**TASK GOAL**
Go through the material and copy each line in which the word "what" shows up.

**INFORMATION PROVIDED**
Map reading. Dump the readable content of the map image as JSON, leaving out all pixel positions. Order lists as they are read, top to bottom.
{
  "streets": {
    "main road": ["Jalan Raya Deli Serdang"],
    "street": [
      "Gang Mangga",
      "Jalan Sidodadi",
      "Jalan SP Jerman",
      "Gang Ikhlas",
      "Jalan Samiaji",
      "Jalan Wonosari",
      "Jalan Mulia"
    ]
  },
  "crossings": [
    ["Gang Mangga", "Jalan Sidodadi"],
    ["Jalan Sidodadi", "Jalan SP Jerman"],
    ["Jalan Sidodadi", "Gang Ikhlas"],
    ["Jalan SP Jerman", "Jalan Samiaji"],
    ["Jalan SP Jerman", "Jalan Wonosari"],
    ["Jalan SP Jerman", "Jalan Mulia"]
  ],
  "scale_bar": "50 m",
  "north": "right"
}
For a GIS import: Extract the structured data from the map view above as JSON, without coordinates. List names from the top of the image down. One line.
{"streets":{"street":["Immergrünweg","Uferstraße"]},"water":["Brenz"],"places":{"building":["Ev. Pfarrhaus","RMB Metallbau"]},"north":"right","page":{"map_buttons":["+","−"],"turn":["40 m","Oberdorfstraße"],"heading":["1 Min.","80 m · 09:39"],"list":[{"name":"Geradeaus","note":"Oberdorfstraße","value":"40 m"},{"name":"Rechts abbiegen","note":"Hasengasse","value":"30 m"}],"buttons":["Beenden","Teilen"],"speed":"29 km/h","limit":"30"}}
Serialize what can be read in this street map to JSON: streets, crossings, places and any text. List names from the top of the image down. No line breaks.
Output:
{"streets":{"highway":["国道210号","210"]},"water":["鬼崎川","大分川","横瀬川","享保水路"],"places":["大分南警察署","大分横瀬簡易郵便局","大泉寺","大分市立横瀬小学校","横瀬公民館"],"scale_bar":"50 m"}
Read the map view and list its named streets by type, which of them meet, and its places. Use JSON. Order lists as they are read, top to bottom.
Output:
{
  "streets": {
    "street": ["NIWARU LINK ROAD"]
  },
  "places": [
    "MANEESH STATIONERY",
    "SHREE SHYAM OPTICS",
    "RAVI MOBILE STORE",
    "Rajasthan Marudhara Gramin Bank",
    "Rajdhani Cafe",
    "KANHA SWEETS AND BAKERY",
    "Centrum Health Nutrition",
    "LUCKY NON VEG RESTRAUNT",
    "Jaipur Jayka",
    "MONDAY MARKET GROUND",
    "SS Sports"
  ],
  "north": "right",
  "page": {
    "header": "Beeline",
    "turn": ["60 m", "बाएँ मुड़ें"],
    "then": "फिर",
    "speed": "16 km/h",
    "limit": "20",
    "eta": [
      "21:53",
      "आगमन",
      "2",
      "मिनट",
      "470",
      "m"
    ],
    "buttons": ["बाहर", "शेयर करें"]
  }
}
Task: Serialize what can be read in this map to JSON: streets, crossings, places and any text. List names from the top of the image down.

**TASK OUTPUT**
Serialize what can be read in this street map to JSON: streets, crossings, places and any text. List names from the top of the image down. No line breaks.
Task: Serialize what can be read in this map to JSON: streets, crossings, places and any text. List names from the top of the image down.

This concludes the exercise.